Wasim Akram: the gift that keeps on giving
If you're a pace bowler aspiring to make it big, it's hard to imagine a more incredible treat than being able to bowl under the watchful eye of Wasim Akram.
You mark out your run-up, get a grip on the seam, and launch into your delivery stride, while Akram stands a few paces behind and assesses your potential. After you've delivered the ball, he walks over and points out the areas where you could improve. Then he asks you to have another go, and the process gets repeated a few times.
For ten absorbing days last month, this is precisely what Akram did with a select group of Pakistan's promising youngsters. The disciples included those already in the national side as well as those knocking on its doors, plus four raw seamers picked from a countrywide talent hunt. The camp convened every morning from 9am to 1pm under Karachi's blazing April sun.
Akram is almost 47 and has diabetes but you couldn't really tell. He looks as fit as a panther and spent all those hours out there concentrating and critiquing, without showing any signs of hardship.

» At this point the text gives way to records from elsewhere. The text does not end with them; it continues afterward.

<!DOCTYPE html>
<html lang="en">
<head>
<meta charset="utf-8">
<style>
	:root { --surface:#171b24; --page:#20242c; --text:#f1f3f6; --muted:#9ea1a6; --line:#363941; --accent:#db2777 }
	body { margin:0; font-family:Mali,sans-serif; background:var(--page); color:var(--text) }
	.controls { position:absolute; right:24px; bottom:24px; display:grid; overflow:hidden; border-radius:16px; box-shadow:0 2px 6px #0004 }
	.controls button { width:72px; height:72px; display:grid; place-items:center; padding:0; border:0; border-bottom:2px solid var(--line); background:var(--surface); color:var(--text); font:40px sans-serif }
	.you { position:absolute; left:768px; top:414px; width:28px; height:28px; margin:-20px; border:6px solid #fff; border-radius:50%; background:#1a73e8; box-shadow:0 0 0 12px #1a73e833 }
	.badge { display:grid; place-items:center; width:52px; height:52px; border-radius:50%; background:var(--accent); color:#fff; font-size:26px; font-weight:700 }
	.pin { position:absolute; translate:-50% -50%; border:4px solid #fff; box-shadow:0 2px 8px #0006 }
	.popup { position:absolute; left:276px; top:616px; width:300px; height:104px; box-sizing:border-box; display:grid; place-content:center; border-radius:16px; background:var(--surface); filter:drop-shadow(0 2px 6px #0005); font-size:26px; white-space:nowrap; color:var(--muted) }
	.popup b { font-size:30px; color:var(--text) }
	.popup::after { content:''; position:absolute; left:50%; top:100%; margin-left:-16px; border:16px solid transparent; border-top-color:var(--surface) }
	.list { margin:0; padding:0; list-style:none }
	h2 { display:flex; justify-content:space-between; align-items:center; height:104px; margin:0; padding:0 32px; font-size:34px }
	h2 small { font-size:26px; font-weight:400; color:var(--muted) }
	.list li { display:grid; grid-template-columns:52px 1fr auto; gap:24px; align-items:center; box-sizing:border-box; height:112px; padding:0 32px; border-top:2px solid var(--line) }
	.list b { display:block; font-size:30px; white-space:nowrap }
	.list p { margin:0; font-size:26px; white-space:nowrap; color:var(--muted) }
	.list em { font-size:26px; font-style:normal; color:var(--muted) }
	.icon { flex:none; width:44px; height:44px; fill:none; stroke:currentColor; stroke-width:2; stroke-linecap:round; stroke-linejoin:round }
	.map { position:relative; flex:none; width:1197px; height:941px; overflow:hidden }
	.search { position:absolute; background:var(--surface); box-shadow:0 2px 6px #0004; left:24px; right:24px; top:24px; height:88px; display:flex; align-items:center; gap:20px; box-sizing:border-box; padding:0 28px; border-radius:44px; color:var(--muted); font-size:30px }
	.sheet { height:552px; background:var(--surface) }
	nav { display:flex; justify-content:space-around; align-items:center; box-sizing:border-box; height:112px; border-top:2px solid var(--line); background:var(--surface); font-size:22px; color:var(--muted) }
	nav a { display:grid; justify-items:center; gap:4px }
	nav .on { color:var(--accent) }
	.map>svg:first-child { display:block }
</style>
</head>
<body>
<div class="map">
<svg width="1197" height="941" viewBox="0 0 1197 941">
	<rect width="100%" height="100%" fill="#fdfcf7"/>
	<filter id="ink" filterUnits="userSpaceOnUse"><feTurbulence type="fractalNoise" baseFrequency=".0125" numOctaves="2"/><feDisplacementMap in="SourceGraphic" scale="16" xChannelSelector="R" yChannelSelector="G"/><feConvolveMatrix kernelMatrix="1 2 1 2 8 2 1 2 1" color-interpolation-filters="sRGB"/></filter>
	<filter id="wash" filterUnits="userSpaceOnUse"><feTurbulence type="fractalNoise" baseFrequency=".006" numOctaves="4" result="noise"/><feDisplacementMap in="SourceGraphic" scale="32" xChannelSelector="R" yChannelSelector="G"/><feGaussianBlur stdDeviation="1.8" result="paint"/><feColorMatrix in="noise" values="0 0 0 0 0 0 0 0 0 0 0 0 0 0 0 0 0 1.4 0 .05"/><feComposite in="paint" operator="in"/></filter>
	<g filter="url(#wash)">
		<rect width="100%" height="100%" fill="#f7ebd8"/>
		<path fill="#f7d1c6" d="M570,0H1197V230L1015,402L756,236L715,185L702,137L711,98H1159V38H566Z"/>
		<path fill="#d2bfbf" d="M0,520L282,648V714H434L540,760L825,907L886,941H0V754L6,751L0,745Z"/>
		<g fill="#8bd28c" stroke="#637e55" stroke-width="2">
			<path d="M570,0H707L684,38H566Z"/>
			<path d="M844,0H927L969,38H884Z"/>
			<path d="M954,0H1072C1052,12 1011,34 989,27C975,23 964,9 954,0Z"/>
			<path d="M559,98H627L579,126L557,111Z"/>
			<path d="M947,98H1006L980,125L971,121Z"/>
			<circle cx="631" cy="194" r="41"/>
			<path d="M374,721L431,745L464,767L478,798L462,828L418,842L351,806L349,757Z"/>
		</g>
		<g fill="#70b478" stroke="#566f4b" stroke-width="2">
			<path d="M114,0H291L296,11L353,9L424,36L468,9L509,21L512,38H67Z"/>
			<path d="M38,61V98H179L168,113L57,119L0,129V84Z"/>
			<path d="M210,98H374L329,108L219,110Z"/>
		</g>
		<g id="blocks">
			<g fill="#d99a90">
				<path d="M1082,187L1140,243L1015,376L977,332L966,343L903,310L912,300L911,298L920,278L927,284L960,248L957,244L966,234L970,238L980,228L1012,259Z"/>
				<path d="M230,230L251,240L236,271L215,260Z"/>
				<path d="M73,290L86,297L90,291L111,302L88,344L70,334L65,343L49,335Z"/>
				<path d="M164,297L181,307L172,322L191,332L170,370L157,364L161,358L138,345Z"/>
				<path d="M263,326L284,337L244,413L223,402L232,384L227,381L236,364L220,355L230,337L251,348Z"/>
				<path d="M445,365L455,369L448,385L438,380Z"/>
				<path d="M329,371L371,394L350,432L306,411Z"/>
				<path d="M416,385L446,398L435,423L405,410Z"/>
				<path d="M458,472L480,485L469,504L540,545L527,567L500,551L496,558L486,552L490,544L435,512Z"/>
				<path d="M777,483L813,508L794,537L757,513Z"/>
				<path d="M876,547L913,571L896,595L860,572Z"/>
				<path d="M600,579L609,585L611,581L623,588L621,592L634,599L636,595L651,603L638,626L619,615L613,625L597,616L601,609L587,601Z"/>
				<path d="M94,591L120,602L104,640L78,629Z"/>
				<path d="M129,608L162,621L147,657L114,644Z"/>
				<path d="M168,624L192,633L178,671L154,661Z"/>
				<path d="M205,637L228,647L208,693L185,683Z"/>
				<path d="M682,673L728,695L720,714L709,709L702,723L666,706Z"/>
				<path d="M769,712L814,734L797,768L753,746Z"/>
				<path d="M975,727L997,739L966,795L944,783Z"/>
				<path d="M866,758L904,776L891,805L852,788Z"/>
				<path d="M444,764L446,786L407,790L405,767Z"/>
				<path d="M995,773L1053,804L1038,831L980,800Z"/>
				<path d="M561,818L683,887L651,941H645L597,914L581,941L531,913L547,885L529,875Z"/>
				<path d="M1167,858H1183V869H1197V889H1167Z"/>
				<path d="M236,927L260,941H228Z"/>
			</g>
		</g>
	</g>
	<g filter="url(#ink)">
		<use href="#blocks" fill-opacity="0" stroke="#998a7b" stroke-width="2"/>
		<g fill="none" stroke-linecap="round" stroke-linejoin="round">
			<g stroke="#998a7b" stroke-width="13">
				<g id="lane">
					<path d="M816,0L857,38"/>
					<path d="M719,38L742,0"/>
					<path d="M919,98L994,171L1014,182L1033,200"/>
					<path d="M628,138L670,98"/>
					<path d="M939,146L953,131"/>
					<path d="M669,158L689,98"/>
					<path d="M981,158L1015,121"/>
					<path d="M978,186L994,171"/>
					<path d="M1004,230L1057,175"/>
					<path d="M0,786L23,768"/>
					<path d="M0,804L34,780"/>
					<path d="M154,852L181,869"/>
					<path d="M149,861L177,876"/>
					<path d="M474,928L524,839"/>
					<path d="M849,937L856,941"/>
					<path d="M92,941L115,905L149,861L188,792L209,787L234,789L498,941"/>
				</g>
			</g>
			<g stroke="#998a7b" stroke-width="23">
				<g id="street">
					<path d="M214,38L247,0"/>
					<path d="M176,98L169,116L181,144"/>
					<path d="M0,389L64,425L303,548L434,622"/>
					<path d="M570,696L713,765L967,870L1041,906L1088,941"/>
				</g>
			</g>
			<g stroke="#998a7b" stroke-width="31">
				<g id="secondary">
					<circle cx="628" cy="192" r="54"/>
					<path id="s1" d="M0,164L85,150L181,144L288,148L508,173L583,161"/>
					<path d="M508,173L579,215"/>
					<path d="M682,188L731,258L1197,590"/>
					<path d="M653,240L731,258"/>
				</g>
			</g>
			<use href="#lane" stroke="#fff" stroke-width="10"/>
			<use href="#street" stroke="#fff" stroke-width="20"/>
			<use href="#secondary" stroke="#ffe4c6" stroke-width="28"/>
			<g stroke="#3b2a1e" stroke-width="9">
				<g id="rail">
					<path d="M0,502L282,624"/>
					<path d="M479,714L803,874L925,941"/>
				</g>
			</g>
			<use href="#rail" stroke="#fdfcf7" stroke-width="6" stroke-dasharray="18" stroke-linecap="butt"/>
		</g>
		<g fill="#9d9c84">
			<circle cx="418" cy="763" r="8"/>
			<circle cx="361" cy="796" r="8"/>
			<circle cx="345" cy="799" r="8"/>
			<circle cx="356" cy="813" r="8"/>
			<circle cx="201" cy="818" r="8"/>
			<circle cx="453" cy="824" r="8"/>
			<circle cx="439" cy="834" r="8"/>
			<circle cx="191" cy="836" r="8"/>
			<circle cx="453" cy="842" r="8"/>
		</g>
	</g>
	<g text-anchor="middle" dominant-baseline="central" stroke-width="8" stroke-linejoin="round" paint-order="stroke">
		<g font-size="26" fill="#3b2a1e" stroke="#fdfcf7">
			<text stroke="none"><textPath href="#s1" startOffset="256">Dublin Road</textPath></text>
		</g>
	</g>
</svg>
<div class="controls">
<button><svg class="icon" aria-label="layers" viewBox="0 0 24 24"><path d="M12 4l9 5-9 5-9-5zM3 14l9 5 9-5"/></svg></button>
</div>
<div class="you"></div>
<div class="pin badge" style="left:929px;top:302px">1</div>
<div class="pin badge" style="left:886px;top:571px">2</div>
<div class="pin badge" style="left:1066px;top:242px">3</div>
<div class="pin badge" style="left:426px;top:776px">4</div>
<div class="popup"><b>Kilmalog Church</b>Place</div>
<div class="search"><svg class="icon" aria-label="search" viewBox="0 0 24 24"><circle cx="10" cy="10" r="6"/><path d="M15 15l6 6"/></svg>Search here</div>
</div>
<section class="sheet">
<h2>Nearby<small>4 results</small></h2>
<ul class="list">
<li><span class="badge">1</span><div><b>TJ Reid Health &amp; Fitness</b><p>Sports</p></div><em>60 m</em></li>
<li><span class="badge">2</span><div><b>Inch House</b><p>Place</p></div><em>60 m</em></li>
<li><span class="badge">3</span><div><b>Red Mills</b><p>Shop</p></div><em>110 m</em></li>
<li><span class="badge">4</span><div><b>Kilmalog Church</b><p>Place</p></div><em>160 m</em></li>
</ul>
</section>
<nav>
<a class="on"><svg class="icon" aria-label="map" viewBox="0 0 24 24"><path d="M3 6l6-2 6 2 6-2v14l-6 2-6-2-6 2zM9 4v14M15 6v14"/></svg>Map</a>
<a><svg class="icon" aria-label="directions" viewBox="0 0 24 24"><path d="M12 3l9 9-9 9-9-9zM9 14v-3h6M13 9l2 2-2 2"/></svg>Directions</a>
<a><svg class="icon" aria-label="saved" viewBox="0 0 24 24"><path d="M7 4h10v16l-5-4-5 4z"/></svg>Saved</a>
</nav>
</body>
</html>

Occasionally he felt the need to turn his arm over. As far as he was concerned, this was simply a practical demonstration of his art, but the effect on everybody else was breathtaking. He only bowled off a couple of paces, but the ball still nipped and zipped. Once or twice he merely rolled his arm over from a dead stop. The ball still shot through and swung around. It was the equivalent of Picasso casually slapping paint on a canvas, or Mozart tapping on some piano keys in boredom.
Akram's talent and career were a gift to Pakistan, and as the years go by it is proving to be the kind of gift that keeps on giving. An intensive hands-on tutorial such as a training camp is but one example of his magic rubbing off. A much greater ripple effect is the flowering of left-arm seamers in Pakistan, which has witnessed a remarkable bloom in recent years.
Approximately 10% of Pakistan's general population is supposed to be left-handed, but since Akram's retirement in 2003 there have been far more left-arm seamers at the international level than this figure would predict. Sohail Tanvir, Wahab Riaz, Mohammad Amir, Junaid Khan, Mohammad Irfan, and Rahat Ali - it has been a virtual explosion. There have also been few lesser-known names, including Mohammad Khalil, Samiullah Niazi, Kamran Hussain and Najaf Shah, who each played only a handful of games. If you examine Pakistan's entire 61-year Test cricket history, there have been 20 players (discounting Gul Mohammed and Ijaz Ahmed) bowling left-arm medium pace or faster ; astoundingly, half of them have appeared in the wake of Akram's career.
Comparison with other teams brings this phenomenon into even sharper focus. Left-arm seamers entering international cricket in the post-Akram era comprise 30% of Pakistan's pace-bowling crop, but in the other nine Test-playing teams their collective proportion is only 12%. This two-and-a-half-fold blip demonstrates the extent to which his younger compatriots have been bewitched by Akram's inspiring spell.
Akram's involvement with the Karachi camp was not limited to technical analysis. He also spent a good deal of face time with the boys, sharing meals and drinks, and telling stories.
One of his themes was the importance of physical training through running laps around the ground, which is imperative for building stamina and reserve. During Akram's early days in the Pakistan side, the pace-setter for the fast-bowling contingent's training routine was none other than Imran Khan, and it was unthinkable that the lads would stop running before Imran did. Imran taught them the value of toil and labour, and Akram tried to faithfully pass this lesson on to the attendees of his camp.
He also spoke to the boys about personal grooming, comportment, articulation, and looking the part. Speaking with ease and confidence, looking slim, and sporting trendy shirts and designer shades (not to mention once hobnobbing with a former Miss Universe), Akram is certainly a credible preacher of such advice. To drive the message home, he even had one of Karachi's leading fashion stylists - a chic beautician who goes by the solitary name Nabila - give pointers to the boys on culture and couture.
It may be early to say how much of Akram's instruction and wisdom the youngsters managed to absorb, but you can't deny the value of the exercise. The tradition of learning at the feet of grandmasters is timeless, and it has stood the test of time precisely because it has proved so effective. The Pakistan board deserves a great deal of credit for making it happen, and for assigning resources as a priority. Pakistan's full-time bowling coach Mohammad Akram was present throughout the duration of the camp, and head coach Dav Whatmore also came in for a couple of days. Chief selector Iqbal Qasim was also present at intervals.